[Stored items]
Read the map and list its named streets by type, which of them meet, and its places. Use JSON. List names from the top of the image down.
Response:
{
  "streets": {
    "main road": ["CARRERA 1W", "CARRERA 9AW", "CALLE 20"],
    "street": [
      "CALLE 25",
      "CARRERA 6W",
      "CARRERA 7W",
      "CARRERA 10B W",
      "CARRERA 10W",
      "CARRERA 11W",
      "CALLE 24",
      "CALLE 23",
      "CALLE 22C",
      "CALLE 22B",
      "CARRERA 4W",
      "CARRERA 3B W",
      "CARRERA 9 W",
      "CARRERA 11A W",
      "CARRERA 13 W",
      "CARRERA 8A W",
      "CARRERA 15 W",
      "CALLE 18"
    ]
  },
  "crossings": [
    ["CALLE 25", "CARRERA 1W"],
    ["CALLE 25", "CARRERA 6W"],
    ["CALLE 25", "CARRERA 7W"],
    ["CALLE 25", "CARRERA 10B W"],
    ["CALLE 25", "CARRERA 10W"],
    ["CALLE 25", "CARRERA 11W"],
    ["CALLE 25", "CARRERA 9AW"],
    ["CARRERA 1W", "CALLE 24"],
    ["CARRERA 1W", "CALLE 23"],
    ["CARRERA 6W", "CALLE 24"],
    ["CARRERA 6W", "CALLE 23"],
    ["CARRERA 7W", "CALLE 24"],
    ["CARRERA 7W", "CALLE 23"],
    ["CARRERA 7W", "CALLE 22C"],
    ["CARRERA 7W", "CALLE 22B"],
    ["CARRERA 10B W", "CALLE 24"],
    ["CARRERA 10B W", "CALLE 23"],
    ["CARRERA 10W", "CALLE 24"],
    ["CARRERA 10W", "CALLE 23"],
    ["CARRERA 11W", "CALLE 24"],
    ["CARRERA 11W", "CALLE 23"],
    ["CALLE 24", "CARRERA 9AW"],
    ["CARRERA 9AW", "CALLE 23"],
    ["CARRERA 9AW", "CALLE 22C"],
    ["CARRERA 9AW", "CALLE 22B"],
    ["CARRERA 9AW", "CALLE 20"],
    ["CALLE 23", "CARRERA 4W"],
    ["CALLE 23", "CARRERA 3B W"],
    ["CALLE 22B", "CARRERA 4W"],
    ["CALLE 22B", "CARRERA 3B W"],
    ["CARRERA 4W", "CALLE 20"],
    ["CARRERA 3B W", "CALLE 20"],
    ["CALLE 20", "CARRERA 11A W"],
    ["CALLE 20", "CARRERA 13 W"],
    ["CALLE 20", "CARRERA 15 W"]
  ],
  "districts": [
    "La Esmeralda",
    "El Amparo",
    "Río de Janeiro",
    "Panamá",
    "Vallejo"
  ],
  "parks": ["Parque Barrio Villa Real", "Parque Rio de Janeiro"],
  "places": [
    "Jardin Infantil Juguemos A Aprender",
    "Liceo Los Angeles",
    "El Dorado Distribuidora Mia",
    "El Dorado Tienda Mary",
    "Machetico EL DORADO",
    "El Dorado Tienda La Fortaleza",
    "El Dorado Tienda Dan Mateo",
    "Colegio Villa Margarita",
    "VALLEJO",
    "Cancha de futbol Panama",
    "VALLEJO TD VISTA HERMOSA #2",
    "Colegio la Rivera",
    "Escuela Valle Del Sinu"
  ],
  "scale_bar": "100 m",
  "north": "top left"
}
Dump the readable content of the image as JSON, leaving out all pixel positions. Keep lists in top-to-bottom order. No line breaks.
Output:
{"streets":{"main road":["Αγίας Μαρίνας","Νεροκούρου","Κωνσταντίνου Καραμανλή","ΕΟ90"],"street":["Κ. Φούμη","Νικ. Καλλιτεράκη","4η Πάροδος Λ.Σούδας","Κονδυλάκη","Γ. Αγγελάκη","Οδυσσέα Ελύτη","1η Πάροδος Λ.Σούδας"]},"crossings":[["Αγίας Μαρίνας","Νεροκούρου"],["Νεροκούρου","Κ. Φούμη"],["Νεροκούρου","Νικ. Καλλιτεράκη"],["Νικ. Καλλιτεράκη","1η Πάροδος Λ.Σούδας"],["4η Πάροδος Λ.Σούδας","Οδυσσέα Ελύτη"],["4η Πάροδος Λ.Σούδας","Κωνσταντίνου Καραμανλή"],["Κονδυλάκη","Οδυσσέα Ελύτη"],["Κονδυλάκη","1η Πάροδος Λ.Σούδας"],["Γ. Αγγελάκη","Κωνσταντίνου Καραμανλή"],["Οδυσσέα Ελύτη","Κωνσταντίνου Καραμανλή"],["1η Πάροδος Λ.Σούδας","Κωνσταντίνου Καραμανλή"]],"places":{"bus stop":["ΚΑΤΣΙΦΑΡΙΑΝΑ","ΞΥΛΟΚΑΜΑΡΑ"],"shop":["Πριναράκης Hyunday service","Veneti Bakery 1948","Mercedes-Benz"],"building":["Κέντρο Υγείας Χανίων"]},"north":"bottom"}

Required work. While keeping every line the same, please copy out all the records.

Reply.
Read the map and list its named streets by type, which of them meet, and its places. Use JSON. List names from the top of the image down.
Response:
{
  "streets": {
    "main road": ["CARRERA 1W", "CARRERA 9AW", "CALLE 20"],
    "street": [
      "CALLE 25",
      "CARRERA 6W",
      "CARRERA 7W",
      "CARRERA 10B W",
      "CARRERA 10W",
      "CARRERA 11W",
      "CALLE 24",
      "CALLE 23",
      "CALLE 22C",
      "CALLE 22B",
      "CARRERA 4W",
      "CARRERA 3B W",
      "CARRERA 9 W",
      "CARRERA 11A W",
      "CARRERA 13 W",
      "CARRERA 8A W",
      "CARRERA 15 W",
      "CALLE 18"
    ]
  },
  "crossings": [
    ["CALLE 25", "CARRERA 1W"],
    ["CALLE 25", "CARRERA 6W"],
    ["CALLE 25", "CARRERA 7W"],
    ["CALLE 25", "CARRERA 10B W"],
    ["CALLE 25", "CARRERA 10W"],
    ["CALLE 25", "CARRERA 11W"],
    ["CALLE 25", "CARRERA 9AW"],
    ["CARRERA 1W", "CALLE 24"],
    ["CARRERA 1W", "CALLE 23"],
    ["CARRERA 6W", "CALLE 24"],
    ["CARRERA 6W", "CALLE 23"],
    ["CARRERA 7W", "CALLE 24"],
    ["CARRERA 7W", "CALLE 23"],
    ["CARRERA 7W", "CALLE 22C"],
    ["CARRERA 7W", "CALLE 22B"],
    ["CARRERA 10B W", "CALLE 24"],
    ["CARRERA 10B W", "CALLE 23"],
    ["CARRERA 10W", "CALLE 24"],
    ["CARRERA 10W", "CALLE 23"],
    ["CARRERA 11W", "CALLE 24"],
    ["CARRERA 11W", "CALLE 23"],
    ["CALLE 24", "CARRERA 9AW"],
    ["CARRERA 9AW", "CALLE 23"],
    ["CARRERA 9AW", "CALLE 22C"],
    ["CARRERA 9AW", "CALLE 22B"],
    ["CARRERA 9AW", "CALLE 20"],
    ["CALLE 23", "CARRERA 4W"],
    ["CALLE 23", "CARRERA 3B W"],
    ["CALLE 22B", "CARRERA 4W"],
    ["CALLE 22B", "CARRERA 3B W"],
    ["CARRERA 4W", "CALLE 20"],
    ["CARRERA 3B W", "CALLE 20"],
    ["CALLE 20", "CARRERA 11A W"],
    ["CALLE 20", "CARRERA 13 W"],
    ["CALLE 20", "CARRERA 15 W"]
  ],
  "districts": [
    "La Esmeralda",
    "El Amparo",
    "Río de Janeiro",
    "Panamá",
    "Vallejo"
  ],
  "parks": ["Parque Barrio Villa Real", "Parque Rio de Janeiro"],
  "places": [
    "Jardin Infantil Juguemos A Aprender",
    "Liceo Los Angeles",
    "El Dorado Distribuidora Mia",
    "El Dorado Tienda Mary",
    "Machetico EL DORADO",
    "El Dorado Tienda La Fortaleza",
    "El Dorado Tienda Dan Mateo",
    "Colegio Villa Margarita",
    "VALLEJO",
    "Cancha de futbol Panama",
    "VALLEJO TD VISTA HERMOSA #2",
    "Colegio la Rivera",
    "Escuela Valle Del Sinu"
  ],
  "scale_bar": "100 m",
  "north": "top left"
}
Dump the readable content of the image as JSON, leaving out all pixel positions. Keep lists in top-to-bottom order. No line breaks.
Output:
{"streets":{"main road":["Αγίας Μαρίνας","Νεροκούρου","Κωνσταντίνου Καραμανλή","ΕΟ90"],"street":["Κ. Φούμη","Νικ. Καλλιτεράκη","4η Πάροδος Λ.Σούδας","Κονδυλάκη","Γ. Αγγελάκη","Οδυσσέα Ελύτη","1η Πάροδος Λ.Σούδας"]},"crossings":[["Αγίας Μαρίνας","Νεροκούρου"],["Νεροκούρου","Κ. Φούμη"],["Νεροκούρου","Νικ. Καλλιτεράκη"],["Νικ. Καλλιτεράκη","1η Πάροδος Λ.Σούδας"],["4η Πάροδος Λ.Σούδας","Οδυσσέα Ελύτη"],["4η Πάροδος Λ.Σούδας","Κωνσταντίνου Καραμανλή"],["Κονδυλάκη","Οδυσσέα Ελύτη"],["Κονδυλάκη","1η Πάροδος Λ.Σούδας"],["Γ. Αγγελάκη","Κωνσταντίνου Καραμανλή"],["Οδυσσέα Ελύτη","Κωνσταντίνου Καραμανλή"],["1η Πάροδος Λ.Σούδας","Κωνσταντίνου Καραμανλή"]],"places":{"bus stop":["ΚΑΤΣΙΦΑΡΙΑΝΑ","ΞΥΛΟΚΑΜΑΡΑ"],"shop":["Πριναράκης Hyunday service","Veneti Bakery 1948","Mercedes-Benz"],"building":["Κέντρο Υγείας Χανίων"]},"north":"bottom"}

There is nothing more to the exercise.